The answer to your “free house” question is this: You are correct in identifying that problem. We always start with presumption that the presiding judge will carry that bias with him/her into the courtroom.
However, as I have repeatedly found, once you pierce the foreclosure case, the credibility of the would-be foreclosing party declines to the point where the biased judge will ordinarily rule in favor of the homeowner — faced with inescapable legal defects in the position and assertions made by parties without standing.
But there are exceptions — judges who, in addition to having bias, have already ruled in their minds. For them the proceedings are a sham requirement and a test to see if the judge can APPEAR fair and impartial.
Countering the “free house” mindset first requires a demonstration that the homeowner is well aware that he can neither seek nor get a free house. That requires a presentation that concedes the fact that even if the note and mortgage were completely void, the debt remains and a judgment on that debt will result in a  judgment lien that could be foreclosed by the owner of that debt.

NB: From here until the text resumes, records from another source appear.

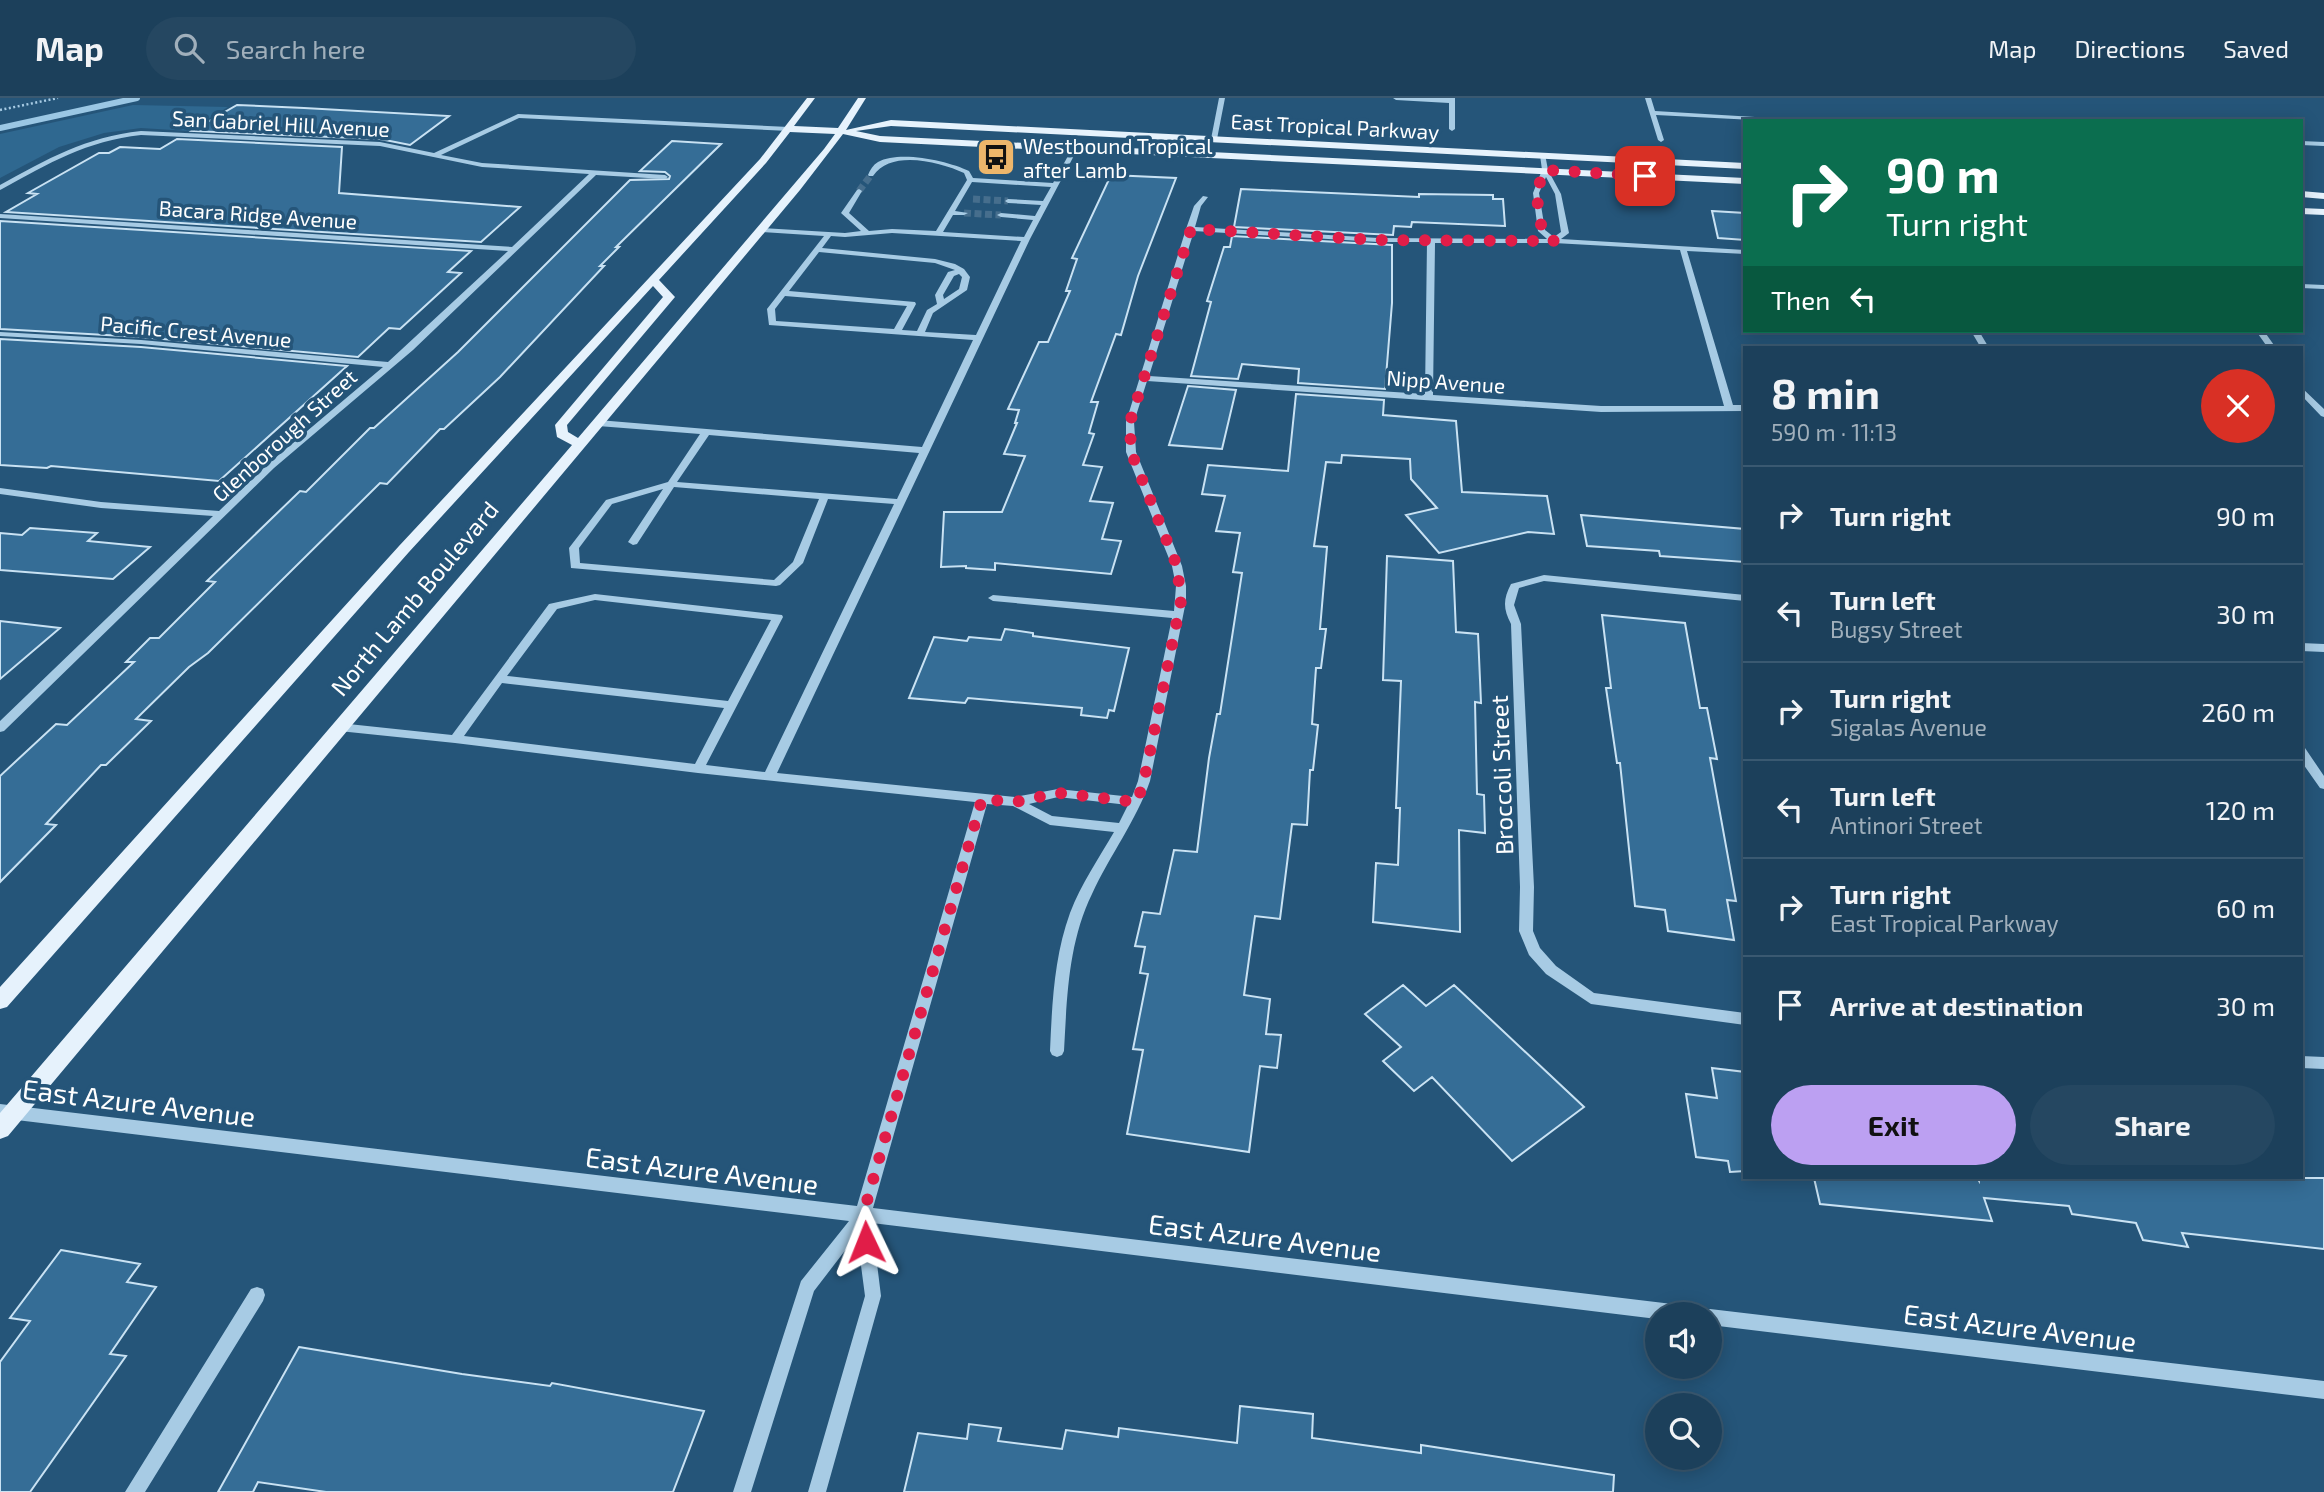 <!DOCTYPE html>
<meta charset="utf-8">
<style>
:root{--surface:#1c405b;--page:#254761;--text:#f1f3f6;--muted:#a0afbb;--line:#3a5971;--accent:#bca0f2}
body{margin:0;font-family:"Exo 2",sans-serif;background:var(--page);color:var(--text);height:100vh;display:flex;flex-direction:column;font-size:26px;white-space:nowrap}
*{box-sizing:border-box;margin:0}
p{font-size:23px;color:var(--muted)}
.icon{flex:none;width:38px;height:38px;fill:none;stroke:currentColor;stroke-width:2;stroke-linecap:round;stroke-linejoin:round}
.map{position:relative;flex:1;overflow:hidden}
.drawer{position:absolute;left:1743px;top:248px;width:560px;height:833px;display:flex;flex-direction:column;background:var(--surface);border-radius:0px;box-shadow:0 4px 18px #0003,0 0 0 2px var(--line)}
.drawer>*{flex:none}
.guide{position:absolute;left:1743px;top:21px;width:560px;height:214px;border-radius:0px;box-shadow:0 4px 18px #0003,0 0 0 2px var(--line);background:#0b6e4f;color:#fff;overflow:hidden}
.fabs{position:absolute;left:1645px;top:1204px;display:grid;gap:14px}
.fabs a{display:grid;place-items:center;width:77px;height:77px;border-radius:50%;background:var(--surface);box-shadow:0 4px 18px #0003,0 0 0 2px var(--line);font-size:35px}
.pin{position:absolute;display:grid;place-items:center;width:60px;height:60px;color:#fff;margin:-30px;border-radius:14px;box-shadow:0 4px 10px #0006}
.me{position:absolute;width:77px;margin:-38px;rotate:358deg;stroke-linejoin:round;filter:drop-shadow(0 0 5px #0008)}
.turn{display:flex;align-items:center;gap:24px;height:147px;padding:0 28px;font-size:32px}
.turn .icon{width:91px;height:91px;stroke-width:2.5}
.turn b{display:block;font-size:49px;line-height:60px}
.then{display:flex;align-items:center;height:66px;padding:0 28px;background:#0003;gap:14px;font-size:26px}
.round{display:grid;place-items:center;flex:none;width:74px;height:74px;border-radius:37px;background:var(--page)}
.overview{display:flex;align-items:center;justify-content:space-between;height:119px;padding:0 28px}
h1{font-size:42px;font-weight:700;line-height:52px}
.cta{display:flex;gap:14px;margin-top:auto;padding:14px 28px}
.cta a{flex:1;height:80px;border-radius:42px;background:var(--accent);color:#111;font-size:28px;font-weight:700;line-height:80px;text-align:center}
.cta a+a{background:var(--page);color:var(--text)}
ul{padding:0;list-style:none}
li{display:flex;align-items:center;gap:21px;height:98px;padding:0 28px;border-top:2px solid var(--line)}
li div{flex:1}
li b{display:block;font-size:26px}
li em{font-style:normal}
header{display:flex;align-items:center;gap:42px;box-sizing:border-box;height:98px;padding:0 35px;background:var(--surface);border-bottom:2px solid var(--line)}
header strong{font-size:33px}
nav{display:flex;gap:38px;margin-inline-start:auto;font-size:24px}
.search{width:490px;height:63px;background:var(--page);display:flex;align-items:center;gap:18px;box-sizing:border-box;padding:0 24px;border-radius:38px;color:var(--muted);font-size:26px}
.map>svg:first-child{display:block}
.green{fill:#2f6890}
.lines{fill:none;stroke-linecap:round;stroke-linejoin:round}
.stream{stroke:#9bc7e4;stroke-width:6}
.building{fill:#356d96;stroke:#c9e2f3;stroke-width:2}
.minor-tunnel{stroke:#466e8d;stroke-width:7;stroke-dasharray:7 3.5;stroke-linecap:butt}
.path{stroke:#a7cbe4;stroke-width:2.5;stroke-dasharray:2 2.5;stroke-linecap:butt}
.minor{fill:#a7cbe4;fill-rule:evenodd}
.major{fill:#e6f2fc;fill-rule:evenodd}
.route{stroke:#e11d48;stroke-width:12;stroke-dasharray:0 21.6}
.labels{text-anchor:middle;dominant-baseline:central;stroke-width:7;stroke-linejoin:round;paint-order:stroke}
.far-street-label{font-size:21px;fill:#fff;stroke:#255579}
.far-poi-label{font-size:21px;fill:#fff;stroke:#255579;text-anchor:start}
.street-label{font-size:24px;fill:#fff;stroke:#255579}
.near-street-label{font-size:28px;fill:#fff;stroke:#255579}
</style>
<header>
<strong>Map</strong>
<div class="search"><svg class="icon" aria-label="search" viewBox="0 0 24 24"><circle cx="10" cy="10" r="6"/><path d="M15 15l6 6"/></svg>Search here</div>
<nav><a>Map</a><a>Directions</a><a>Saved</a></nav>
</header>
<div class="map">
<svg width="2324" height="1394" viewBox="0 0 2324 1394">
<rect width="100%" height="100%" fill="#255579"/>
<path class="green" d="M133 7 228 9 189 33 141 30 104 35 59 49 0 80V36Z"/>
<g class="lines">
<path class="stream" d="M0 30 137 0"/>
</g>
<path class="building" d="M237 7 304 10 449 18 410 47 380 41 192 33Z
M177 41 342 49 339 95 520 109 481 144 6 114 37 96 28 95 99 55H109L120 49 160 51Z
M672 43 721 46 616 149H619L600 168H604L500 279 444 331H440L387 386 380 385 208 555 189 569 136 621 151 623 106 667H101L46 726 56 727 0 784V678L56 626 67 627 134 564H126L150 540H159L215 484 207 483 300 393 306 394 370 330H374L458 254 630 82 669 81 670 78 665 74 640 73Z
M1111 77 1176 80 1138 178 1121 237 1116 236 1091 304H1098L1089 335 1094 336 1083 367 1102 369 1090 403 1113 405 1102 441 1121 443 1111 476 995 465V472L966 470V468L941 469 944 414H1002L1025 358 1004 356 1017 325H1015L1019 312 1008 311 1039 244H1048L1070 193H1066L1077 161 1072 160Z
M1241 91 1419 99V96L1493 97V101H1503L1505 128 1412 124 1411 129 1394 128 1393 137 1234 129Z
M1712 113 1745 115V142L1718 140Z
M0 123 471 153 448 174 461 175 400 231 389 230 358 259 141 239 0 231Z
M1232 138 1392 147V205L1385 291 1298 285 1299 271 1242 266 1238 281 1191 278 1211 204 1207 203 1224 149H1230Z
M0 241 141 249 347 268 219 383 51 368 47 370 0 367Z
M1188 288 1236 292 1222 351 1169 347Z
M1296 296 1384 302 1383 317 1456 323 1462 394 1547 398 1554 436 1528 434 1439 455 1406 417 1437 410 1411 381 1410 361 1342 357 1341 365 1326 364 1314 448 1327 449 1320 531H1326L1321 570H1316L1312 626 1318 627 1313 672H1310L1307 727 1292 726 1280 821 1255 818 1244 897 1270 901 1266 936 1281 937 1277 970 1260 968 1249 1054 1127 1036 1143 952 1133 951 1148 876 1140 875 1145 849 1135 848 1143 814 1160 816 1174 752 1197 754 1209 660 1217 616H1220L1242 475 1233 474 1240 435 1216 433 1225 398 1202 396 1208 367 1288 373Z
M1581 417 1745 431V464L1660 458 1659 453 1587 448Z
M30 430 97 435 88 443 150 449 113 481 0 472V435L22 437Z
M1387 458 1453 463 1456 534 1478 536 1481 605 1475 604 1477 696 1484 697 1485 735 1459 732 1460 834 1373 824 1376 765 1398 767 1400 710H1396L1401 583 1383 582Z
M1602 517 1685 525 1700 610H1707L1717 661 1710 660 1736 803 1727 802 1734 842 1668 833 1665 812 1635 808 1620 665H1617L1606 590H1611Z
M0 523 60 530 0 581Z
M1005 531 1033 535V538L1129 550 1114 613 1109 612 1107 620 1081 617 1082 610 968 600 965 605 909 600 934 539 967 543 969 539 1001 542Z
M1403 887 1426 908 1454 887 1584 1009 1512 1063 1432 979 1414 993 1383 963 1401 949 1365 916Z
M1712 970 1745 974V1073L1730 1074 1728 1063 1696 1059 1686 996 1717 1000Z
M1814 1080H1977L1979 1083V1080H2324V1151L2182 1135 2188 1149 2143 1142 2136 1125 2072 1116 2069 1108 1984 1100 1992 1123 1820 1106Z
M61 1152 140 1166 127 1184 156 1189 110 1256 126 1258 30 1394H0V1264L30 1223 10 1220Z
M299 1249 462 1276 550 1288 552 1285 704 1313 673 1394H326L258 1384 253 1394H218Z
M1240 1308 1313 1316 1312 1340 1421 1355V1347L1614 1377 1613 1394H904L918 1335 967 1341 969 1326 1001 1330 998 1343 1062 1351 1066 1332 1118 1339 1119 1330 1237 1345Z"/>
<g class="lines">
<path class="minor-tunnel" d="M859 93 871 77
M973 101 1008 103
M964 115 1001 117"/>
<path class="path" d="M0 12 58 0"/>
<path class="minor" d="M1219 0H1225L1217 41 1214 43 1211 41Z
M1393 0H1455V31L1452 33 1449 31V5L1396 2Z
M1645 0H1651L1655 13 1819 23H1773L1656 17 1664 42 1661 44 1658 42Z
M518 16 789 29 792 31 789 33 519 20 441 57 482 65 665 77 668 79 665 81 596 77 413 252 274 370 4 633 0 634V623L213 418 101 410 0 396V390L101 404 219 413 268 366 383 269 141 246 0 238V234L141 242 388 264 508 153 0 120V116L512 149 589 76 482 69 380 48 141 37C87 43 49 65 2 91L0 92V87C47 61 86 39 141 33L380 44 434 55Z
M2301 43 2324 44V48L2301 47Z
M1073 49 1078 50 1030 141 777 675 1015 699 1058 691 1132 699 1138 683 1172 520 993 503 988 500 993 497 1174 513 1176 488 1172 468 1126 354V324L1186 131 1194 108 1203 98 1208 99 1201 108 1195 129 1378 140 1547 141 1538 133 1533 95 1542 72 1540 57 1545 56 1548 72 1561 96 1569 135 1561 141 1745 152V156L1687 153 1733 307H1745V313L1601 314 1147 283 1134 324 1136 354 1182 468 1186 488V503L1150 683C1136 723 1110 757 1092 796 1068 845 1067 900 1064 953L1062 957 1057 959 1052 957 1050 953C1052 907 1054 859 1070 815 1081 786 1099 760 1114 734L1050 727 1013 708 987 706 873 1110 1689 1208 1695 1210 1697 1216H1657V1221L872 1125 881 1198 826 1394H808L865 1198 857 1137 814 1193 751 1394H733L801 1183 849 1123 0 1020V1006L857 1108 975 704 698 675 455 645 339 633 333 629 339 625 452 637 549 506 595 496 782 517 783 519 706 667 765 674 894 406 828 401 803 465 780 487 776 488 571 470 569 450 606 402 668 384 700 336 598 328 594 325 598 322 922 349 973 242 769 227 767 211 824 138 762 134 758 132 762 130 845 135 861 133 841 115 857 92 859 91 862 93 849 115 869 133 892 131 936 133 967 82 964 75C940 64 891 51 873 78H869L868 77C870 72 873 67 878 64 900 52 948 63 969 73L973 80 1053 85ZM1546 79 1555 96 1561 134 1554 139 1545 132 1539 95ZM972 84 1051 89 1043 103 1008 101 1005 103 1008 105 1041 107 1035 118 1001 115 997 117 1001 119 1033 122 1024 139 943 134 953 117H964L968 115 955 113ZM1194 133 1378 144H1427L1425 296 1149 278ZM892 135 1021 143 976 237 925 234 933 215 967 192 970 179 964 171 955 166 935 161 822 150 831 138 845 139ZM1435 145H1554L1680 152 1724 308H1601L1433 297ZM819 154 935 165 955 172 948 174 935 197 937 206 927 212 917 233 902 232 916 206 915 204 789 193ZM959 176 962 179 959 191 944 201 943 197 954 178ZM785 198 907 208 894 231 776 223 775 211ZM709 337 919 355 897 401 677 384ZM674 389 819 401 793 464 774 482 580 465 579 450 612 406 663 391 628 444 633 447 637 446ZM595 502 771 522 728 603 507 578 557 511ZM502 585 724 610 695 666 464 638ZM1058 699 1128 707 1119 725 1052 718 1029 706Z
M2301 186 2324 187V191L2301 190Z
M1971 233H1979L1989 250H1981Z
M2256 233H2264L2276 250H2268Z
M2301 289 2324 311V319L2321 318 2301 297Z
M1544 477 1745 497V503L1544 483 1519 490 1514 507 1521 526 1534 789 1533 833 1540 850 1556 868 1594 895 1745 915V927L1591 906 1546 876 1529 857 1519 833 1520 789 1511 526C1503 511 1503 501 1511 486Z
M2301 545 2324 546V554L2301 553Z
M2301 649 2305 650 2324 678V691L2320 690 2301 663Z
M2301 958 2324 959V971L2301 970Z
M257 1189 263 1191 265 1197 263 1203 145 1394H125L251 1191Z
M1710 1211 2324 1283V1301L1710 1227V1216H1703L1704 1213Z"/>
<path class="major" d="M807 0H815L794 28 838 30 858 0H866L846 32 891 22 1745 65V71L891 28 856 33 880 38 1745 80V86L880 44 843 36 800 92 8 1038 0 1041V1015L572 347 557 339 555 327 663 199 653 188 409 454 7 909 0 911V889L399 448 760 61ZM790 34 835 36 824 51 578 340 568 334 567 327 675 199 659 182 766 65Z
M2301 93 2324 95V101L2301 99Z
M2301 110 2324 111V117L2301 116Z"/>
</g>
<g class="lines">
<path class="route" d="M866 1144 863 1117 982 701 1015 704 1058 695 1137 704 1144 683 1181 503 1177 468 1131 354 1130 324 1191 131 1378 142 1554 143 1542 133 1536 94 1545 72 1645 78"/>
</g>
<defs>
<g id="bus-square" transform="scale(2.0125)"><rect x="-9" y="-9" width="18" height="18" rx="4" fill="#edb66b" stroke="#255579"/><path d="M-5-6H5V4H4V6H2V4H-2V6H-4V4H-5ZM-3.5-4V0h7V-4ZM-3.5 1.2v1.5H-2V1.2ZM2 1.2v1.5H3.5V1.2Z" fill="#111"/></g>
</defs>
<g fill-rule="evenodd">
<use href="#bus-square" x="996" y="59"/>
</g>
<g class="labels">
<g class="far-street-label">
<text transform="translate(281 25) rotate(3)">San Gabriel Hill Avenue</text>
<text transform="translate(1335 28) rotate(3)">East Tropical Parkway</text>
<text transform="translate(258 116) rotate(4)">Bacara Ridge Avenue</text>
<text transform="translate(196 233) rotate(5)">Pacific Crest Avenue</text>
<text transform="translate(1446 283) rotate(4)">Nipp Avenue</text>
<text transform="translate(284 337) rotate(-42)">Glenborough Street</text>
</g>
<g class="far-poi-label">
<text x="1023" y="47">Westbound Tropical<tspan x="1023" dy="24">after Lamb</tspan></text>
</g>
<g class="street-label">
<text transform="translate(414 500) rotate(-50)">North Lamb Boulevard</text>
<text transform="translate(1501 677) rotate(-92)">Broccoli Street</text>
</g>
<g class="near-street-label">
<text transform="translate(139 1004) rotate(7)">East Azure Avenue</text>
<text transform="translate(702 1072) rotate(7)">East Azure Avenue</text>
<text transform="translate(1265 1139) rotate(7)">East Azure Avenue</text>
<text transform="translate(2020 1229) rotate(7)">East Azure Avenue</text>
</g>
</g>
</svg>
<div class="fabs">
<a><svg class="icon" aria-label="sound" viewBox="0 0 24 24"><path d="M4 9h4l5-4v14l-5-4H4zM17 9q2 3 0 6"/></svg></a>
<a><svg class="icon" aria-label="search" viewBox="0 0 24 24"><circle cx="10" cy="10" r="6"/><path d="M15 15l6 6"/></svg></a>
</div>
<div class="pin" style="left:1645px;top:78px;background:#d93025"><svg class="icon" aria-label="arrive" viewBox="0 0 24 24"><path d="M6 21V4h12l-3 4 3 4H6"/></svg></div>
<svg class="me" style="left:866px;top:1144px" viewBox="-20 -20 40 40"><path d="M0-17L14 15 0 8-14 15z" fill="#e11d48" stroke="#fff" stroke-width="4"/></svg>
<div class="guide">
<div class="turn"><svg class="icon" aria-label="right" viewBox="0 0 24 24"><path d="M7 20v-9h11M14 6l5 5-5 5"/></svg><div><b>90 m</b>Turn right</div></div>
<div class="then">Then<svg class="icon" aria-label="left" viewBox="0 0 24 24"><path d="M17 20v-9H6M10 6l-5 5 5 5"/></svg></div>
</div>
<section class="drawer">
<div class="overview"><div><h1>8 min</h1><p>590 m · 11:13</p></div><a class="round" style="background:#d93025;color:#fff"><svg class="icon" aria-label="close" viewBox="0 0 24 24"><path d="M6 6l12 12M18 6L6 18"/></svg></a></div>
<ul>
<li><svg class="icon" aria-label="right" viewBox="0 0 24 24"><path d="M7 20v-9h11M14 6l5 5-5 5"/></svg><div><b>Turn right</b></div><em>90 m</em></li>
<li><svg class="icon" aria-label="left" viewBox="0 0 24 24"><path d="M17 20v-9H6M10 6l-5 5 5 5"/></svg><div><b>Turn left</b><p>Bugsy Street</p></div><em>30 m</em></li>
<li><svg class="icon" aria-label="right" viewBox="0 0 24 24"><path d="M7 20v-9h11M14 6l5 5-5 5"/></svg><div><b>Turn right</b><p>Sigalas Avenue</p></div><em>260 m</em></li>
<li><svg class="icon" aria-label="left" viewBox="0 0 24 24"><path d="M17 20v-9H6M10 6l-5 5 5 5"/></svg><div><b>Turn left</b><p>Antinori Street</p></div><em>120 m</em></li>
<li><svg class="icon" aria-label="right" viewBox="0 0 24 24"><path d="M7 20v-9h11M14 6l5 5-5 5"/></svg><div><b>Turn right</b><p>East Tropical Parkway</p></div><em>60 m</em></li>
<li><svg class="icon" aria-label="arrive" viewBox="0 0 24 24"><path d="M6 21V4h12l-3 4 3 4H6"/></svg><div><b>Arrive at destination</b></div><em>30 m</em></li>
</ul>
<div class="cta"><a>Exit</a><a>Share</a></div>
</section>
</div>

That “concession” take the angst out of the “free house” conundrum for the judge and will often be an effective predicate to establishing the primary defense narrative.
So the question is not whether the homeowner will get a free house; it is whether this party seeking to foreclose title and take possession of this home has any right to do so. To say otherwise would be an invitation for anyone to fabricate documentation and foreclose, especially in cases where the homeowner concedes, relying upon false documentation of a false party. That scenario I have seen multiple times where the foreclosure is complete, the homeowner has moved out and basically forgotten about the house. The homeowner is later served with process or given notice that the house was foreclosed AGAIN by a different party.